Exercise instructions: Extract the first line through the line containing "flex:none; width:38px; height:38px;" from the listing below, exactly as written.

- Opening Delimiter -

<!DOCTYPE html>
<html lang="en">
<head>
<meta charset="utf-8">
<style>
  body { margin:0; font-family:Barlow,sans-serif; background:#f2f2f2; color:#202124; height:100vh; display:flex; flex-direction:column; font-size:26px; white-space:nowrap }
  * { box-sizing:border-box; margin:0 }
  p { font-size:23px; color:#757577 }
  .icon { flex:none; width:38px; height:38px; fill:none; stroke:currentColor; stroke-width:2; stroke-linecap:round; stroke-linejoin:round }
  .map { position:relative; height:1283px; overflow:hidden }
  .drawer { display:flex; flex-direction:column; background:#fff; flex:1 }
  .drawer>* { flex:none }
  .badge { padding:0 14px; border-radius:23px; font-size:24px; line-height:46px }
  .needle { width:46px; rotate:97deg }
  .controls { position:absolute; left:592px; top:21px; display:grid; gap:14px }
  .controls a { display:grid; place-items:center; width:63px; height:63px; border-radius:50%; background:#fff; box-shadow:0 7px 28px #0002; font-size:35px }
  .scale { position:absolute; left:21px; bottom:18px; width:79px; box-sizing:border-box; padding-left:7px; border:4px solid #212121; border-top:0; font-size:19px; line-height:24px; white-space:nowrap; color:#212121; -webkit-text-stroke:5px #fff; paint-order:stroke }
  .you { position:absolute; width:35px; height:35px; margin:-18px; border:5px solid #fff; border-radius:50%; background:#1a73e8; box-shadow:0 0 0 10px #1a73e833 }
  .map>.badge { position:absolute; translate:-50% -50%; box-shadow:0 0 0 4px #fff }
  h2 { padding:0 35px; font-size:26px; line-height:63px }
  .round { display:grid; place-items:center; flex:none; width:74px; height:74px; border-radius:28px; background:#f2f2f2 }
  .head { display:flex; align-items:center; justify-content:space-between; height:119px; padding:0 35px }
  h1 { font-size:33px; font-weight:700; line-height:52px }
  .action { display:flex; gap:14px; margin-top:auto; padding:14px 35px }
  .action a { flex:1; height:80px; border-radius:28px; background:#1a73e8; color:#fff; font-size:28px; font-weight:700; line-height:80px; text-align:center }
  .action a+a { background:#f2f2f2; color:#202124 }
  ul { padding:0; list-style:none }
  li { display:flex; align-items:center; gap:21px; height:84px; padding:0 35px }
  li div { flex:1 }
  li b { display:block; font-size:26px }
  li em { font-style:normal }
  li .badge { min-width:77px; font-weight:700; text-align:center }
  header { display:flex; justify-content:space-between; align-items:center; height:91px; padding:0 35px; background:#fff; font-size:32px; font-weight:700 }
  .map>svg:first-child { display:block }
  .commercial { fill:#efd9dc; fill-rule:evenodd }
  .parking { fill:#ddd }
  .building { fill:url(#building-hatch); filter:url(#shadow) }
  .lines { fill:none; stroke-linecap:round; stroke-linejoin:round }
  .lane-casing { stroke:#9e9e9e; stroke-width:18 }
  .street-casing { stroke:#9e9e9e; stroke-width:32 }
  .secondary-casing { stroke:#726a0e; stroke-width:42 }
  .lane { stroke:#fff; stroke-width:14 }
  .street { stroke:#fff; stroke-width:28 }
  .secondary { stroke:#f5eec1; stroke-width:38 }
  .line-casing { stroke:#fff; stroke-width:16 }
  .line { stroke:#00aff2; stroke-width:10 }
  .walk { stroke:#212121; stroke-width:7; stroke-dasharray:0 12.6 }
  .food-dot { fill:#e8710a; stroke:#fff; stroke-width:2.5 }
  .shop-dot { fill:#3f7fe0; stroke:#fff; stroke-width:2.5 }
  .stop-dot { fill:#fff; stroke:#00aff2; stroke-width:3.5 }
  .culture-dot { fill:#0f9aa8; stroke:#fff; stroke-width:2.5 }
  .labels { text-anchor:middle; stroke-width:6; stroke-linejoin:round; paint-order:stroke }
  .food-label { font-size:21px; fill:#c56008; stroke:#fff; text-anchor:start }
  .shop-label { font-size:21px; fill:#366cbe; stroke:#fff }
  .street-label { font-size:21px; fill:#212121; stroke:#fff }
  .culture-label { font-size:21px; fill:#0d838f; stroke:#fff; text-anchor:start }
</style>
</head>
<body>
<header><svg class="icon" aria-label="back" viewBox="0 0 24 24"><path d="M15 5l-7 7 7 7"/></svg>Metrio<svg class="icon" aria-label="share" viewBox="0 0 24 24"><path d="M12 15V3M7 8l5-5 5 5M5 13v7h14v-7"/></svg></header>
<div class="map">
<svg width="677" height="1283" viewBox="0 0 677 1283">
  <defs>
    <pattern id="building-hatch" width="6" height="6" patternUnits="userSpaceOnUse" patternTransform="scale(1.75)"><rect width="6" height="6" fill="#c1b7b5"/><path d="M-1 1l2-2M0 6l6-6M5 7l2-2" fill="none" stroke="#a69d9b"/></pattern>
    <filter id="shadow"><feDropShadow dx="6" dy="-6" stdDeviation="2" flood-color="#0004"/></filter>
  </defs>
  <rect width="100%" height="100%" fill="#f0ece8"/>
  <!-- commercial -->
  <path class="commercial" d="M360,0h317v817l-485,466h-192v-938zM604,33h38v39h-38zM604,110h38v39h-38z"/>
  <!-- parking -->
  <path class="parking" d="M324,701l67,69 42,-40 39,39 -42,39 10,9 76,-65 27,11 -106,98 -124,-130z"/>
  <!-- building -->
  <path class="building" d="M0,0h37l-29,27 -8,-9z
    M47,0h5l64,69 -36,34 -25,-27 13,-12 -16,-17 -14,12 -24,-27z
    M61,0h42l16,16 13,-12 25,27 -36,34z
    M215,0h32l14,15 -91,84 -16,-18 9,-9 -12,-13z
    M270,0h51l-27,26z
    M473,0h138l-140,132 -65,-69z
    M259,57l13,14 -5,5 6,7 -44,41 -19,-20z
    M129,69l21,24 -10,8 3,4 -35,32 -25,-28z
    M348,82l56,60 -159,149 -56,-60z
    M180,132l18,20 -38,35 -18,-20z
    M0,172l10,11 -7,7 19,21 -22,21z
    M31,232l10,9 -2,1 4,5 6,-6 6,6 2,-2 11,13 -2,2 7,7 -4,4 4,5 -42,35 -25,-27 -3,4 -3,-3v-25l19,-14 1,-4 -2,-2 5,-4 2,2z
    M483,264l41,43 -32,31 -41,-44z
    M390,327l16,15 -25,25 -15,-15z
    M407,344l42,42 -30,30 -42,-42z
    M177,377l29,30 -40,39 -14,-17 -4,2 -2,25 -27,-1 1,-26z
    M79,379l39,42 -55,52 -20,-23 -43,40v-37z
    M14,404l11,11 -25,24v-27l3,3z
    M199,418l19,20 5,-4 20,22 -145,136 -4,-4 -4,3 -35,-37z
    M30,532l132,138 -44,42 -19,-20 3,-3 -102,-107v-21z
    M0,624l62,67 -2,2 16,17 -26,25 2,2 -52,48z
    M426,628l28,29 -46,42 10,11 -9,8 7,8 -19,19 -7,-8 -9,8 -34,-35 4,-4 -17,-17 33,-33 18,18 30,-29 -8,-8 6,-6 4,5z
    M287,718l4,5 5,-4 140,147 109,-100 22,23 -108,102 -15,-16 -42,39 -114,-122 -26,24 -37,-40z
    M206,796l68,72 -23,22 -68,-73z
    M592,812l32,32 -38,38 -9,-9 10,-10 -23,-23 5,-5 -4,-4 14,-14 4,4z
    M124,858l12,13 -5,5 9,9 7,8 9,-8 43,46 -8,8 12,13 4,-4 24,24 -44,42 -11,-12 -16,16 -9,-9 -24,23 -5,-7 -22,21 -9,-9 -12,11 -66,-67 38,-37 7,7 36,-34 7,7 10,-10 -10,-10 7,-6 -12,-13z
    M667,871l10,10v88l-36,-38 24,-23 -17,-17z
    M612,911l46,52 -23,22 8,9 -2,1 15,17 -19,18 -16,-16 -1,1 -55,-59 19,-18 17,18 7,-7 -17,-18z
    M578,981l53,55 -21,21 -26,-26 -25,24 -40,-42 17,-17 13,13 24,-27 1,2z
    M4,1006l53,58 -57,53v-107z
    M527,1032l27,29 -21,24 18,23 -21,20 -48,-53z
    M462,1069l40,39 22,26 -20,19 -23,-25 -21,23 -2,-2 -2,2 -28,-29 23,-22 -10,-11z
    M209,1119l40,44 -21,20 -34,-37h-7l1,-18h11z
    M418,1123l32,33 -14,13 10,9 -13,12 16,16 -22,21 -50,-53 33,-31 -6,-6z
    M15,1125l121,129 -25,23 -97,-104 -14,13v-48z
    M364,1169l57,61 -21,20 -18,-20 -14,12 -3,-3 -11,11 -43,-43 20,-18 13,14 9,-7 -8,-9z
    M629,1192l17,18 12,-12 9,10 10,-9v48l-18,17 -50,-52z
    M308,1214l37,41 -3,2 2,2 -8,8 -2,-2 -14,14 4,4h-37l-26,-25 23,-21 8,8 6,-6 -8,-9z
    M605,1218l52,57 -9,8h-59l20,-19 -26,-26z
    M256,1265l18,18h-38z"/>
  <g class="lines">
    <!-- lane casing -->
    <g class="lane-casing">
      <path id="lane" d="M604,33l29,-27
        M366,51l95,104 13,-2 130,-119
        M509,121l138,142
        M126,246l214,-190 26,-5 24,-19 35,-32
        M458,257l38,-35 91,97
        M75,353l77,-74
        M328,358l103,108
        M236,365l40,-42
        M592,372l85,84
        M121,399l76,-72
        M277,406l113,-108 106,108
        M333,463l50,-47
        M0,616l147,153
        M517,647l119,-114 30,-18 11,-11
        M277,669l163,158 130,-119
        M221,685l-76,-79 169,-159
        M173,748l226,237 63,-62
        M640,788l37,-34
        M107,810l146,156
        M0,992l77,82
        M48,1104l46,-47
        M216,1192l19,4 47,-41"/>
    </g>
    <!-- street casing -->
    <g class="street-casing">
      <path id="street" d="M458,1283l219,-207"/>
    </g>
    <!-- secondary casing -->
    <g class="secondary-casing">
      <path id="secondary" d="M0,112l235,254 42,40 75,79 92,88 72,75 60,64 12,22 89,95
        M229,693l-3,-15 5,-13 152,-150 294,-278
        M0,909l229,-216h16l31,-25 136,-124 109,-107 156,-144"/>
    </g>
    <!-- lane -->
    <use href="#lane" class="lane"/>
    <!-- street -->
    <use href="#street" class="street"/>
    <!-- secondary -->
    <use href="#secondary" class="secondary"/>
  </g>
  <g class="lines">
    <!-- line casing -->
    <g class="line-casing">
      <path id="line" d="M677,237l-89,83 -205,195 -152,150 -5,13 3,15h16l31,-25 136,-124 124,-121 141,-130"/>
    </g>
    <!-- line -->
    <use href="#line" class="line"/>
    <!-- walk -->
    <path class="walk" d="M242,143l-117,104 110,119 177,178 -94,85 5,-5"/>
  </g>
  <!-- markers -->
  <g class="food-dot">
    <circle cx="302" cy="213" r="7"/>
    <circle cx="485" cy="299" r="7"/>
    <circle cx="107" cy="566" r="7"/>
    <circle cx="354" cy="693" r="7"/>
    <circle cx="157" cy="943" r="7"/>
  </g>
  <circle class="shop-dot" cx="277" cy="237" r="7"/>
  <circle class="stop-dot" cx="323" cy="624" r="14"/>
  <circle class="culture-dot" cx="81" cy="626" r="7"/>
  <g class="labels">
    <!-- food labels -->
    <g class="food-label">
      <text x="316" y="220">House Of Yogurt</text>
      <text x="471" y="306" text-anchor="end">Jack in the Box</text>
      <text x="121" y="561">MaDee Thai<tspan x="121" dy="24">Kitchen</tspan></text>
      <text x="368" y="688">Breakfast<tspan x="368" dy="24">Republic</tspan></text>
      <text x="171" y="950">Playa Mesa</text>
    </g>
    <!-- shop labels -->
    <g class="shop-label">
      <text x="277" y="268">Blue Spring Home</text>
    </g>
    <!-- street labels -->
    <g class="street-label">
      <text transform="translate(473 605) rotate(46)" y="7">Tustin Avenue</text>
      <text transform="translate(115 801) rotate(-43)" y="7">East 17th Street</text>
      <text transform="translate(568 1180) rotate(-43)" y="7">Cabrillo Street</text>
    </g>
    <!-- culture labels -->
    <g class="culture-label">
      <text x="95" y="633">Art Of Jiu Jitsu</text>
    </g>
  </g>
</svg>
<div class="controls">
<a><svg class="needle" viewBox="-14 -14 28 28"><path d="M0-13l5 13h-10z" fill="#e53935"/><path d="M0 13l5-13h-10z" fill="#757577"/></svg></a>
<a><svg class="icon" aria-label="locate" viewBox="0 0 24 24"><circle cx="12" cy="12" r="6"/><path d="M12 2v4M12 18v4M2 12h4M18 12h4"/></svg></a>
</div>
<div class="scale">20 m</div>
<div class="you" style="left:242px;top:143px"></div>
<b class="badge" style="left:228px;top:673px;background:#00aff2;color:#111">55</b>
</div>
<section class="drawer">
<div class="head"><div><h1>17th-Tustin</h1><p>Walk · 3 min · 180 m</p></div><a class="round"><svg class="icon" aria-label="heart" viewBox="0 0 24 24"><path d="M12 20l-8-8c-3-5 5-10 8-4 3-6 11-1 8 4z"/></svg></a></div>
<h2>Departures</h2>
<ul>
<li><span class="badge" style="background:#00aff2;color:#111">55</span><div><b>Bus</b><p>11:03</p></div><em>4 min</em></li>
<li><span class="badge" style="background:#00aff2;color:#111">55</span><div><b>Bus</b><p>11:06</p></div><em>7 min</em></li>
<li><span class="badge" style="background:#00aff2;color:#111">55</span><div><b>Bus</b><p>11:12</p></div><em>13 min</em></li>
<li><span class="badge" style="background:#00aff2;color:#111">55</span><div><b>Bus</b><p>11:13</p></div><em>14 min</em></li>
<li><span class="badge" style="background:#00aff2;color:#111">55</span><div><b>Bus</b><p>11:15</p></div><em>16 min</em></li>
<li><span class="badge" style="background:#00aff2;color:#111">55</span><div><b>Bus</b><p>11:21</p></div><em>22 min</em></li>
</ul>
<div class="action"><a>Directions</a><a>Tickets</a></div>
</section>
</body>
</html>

- Closing Delimiter -

Task solution:
<!DOCTYPE html>
<html lang="en">
<head>
<meta charset="utf-8">
<style>
  body { margin:0; font-family:Barlow,sans-serif; background:#f2f2f2; color:#202124; height:100vh; display:flex; flex-direction:column; font-size:26px; white-space:nowrap }
  * { box-sizing:border-box; margin:0 }
  p { font-size:23px; color:#757577 }
  .icon { flex:none; width:38px; height:38px; fill:none; stroke:currentColor; stroke-width:2; stroke-linecap:round; stroke-linejoin:round }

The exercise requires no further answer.